• [WHAT TO PRODUCE] When the line with "translate:0 -50%; text-align:left" appears below, start repeating lines exactly, and keep going through the line with "display:flex; align-items:center; gap:14px;"; add nothing outside that span.

━━━━━━━━━━━━━━━━━━━━━━━━━━━━━━

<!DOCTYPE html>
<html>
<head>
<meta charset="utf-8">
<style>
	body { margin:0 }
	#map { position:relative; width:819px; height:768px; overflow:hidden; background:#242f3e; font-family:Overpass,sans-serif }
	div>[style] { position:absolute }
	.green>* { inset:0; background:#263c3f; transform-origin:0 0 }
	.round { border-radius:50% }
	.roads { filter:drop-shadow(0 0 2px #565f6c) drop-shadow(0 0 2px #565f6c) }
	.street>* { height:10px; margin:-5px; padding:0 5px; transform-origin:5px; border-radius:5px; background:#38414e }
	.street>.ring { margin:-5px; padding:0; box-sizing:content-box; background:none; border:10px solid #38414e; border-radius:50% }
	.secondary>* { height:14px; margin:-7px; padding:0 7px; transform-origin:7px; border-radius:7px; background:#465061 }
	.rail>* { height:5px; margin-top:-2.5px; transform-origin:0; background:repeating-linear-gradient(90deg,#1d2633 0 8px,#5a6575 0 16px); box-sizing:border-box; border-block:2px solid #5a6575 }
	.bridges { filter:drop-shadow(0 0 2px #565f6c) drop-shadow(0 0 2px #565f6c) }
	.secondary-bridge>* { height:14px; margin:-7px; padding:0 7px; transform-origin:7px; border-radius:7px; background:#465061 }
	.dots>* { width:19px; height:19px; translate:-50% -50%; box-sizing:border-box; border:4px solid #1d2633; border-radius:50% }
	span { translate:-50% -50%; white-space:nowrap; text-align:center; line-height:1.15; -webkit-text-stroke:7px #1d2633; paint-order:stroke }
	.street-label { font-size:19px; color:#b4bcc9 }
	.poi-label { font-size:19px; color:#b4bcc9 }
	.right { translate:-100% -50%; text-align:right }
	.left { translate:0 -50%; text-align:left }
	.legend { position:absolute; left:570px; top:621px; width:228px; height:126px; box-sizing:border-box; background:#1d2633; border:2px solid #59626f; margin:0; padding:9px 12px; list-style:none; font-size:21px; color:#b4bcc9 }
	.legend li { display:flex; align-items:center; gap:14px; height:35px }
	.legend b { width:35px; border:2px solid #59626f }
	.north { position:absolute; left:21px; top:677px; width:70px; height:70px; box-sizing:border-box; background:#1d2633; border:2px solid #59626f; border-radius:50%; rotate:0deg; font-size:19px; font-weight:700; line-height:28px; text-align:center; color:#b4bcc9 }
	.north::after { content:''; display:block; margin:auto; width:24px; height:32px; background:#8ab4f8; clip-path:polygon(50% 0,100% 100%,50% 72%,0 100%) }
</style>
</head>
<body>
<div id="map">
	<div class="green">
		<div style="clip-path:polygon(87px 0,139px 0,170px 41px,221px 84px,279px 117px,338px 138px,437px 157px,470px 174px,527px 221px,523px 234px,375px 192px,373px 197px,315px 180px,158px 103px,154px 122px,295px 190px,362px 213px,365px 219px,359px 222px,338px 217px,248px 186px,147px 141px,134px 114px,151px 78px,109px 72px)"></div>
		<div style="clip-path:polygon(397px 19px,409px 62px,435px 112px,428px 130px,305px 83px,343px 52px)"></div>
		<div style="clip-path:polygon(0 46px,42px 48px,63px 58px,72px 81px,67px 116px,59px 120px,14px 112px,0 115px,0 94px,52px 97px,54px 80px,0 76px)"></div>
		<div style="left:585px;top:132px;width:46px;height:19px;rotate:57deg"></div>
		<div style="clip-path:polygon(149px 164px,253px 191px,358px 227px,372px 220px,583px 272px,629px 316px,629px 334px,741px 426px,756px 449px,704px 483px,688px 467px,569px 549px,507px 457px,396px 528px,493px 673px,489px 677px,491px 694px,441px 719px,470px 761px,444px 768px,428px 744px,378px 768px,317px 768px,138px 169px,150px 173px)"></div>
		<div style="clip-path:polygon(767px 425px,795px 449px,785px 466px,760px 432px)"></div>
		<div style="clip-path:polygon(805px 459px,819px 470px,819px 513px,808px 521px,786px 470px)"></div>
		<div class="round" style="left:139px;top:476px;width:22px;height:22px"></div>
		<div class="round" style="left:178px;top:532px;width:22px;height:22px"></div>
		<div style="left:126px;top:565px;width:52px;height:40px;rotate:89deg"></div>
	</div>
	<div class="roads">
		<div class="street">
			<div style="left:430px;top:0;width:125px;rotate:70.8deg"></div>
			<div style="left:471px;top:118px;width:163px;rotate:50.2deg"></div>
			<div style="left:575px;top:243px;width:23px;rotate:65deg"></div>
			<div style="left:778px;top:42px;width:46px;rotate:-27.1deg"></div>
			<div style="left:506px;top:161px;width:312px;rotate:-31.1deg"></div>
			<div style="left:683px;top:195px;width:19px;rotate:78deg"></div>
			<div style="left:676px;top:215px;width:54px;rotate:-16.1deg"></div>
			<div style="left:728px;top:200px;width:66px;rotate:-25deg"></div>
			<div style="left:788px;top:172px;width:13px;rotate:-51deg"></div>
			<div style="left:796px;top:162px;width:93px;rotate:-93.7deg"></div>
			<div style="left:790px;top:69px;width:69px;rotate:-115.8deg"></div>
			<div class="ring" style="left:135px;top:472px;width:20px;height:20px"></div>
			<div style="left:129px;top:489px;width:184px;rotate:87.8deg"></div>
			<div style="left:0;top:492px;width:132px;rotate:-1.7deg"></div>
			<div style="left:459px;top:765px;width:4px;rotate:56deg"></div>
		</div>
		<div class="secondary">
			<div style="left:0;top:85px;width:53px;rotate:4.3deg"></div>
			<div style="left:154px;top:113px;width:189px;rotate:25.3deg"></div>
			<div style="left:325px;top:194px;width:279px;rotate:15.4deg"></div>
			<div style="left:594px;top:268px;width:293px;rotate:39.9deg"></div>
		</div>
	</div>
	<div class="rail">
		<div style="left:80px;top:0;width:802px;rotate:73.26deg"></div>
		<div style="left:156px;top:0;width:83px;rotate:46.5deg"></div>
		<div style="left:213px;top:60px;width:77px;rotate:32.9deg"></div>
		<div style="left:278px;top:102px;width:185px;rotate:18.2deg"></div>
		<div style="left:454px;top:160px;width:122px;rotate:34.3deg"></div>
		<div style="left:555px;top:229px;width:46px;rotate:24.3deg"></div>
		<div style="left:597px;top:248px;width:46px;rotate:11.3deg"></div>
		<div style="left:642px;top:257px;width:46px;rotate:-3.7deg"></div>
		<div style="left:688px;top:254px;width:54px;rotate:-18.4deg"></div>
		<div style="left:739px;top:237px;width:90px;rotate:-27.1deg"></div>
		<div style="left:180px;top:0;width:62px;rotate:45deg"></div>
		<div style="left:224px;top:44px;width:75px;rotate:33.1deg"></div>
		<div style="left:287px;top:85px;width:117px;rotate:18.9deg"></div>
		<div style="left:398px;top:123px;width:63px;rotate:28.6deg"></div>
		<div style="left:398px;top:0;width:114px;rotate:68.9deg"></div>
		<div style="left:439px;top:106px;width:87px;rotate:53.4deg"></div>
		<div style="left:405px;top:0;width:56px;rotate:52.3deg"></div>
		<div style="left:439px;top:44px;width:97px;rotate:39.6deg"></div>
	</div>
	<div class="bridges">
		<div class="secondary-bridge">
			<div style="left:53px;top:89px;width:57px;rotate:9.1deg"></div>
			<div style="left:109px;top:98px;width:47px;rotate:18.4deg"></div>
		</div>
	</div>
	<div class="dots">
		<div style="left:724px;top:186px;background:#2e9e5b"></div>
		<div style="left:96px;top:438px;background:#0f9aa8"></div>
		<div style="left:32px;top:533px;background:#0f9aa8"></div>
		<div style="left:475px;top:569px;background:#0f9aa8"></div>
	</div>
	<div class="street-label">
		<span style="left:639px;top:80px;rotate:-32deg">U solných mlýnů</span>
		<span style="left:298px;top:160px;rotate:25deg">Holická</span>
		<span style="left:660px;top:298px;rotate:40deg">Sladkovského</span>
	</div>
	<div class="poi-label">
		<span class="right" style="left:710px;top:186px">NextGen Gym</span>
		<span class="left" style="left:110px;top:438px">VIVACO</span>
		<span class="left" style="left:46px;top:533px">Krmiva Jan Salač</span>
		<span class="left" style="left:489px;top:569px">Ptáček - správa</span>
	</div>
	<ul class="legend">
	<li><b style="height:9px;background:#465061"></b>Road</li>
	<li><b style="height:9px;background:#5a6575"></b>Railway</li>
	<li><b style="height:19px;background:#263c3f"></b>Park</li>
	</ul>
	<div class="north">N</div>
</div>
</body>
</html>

━━━━━━━━━━━━━━━━━━━━━━━━━━━━━━

• [ANSWER BELOW]
	.left { translate:0 -50%; text-align:left }
	.legend { position:absolute; left:570px; top:621px; width:228px; height:126px; box-sizing:border-box; background:#1d2633; border:2px solid #59626f; margin:0; padding:9px 12px; list-style:none; font-size:21px; color:#b4bcc9 }
	.legend li { display:flex; align-items:center; gap:14px; height:35px }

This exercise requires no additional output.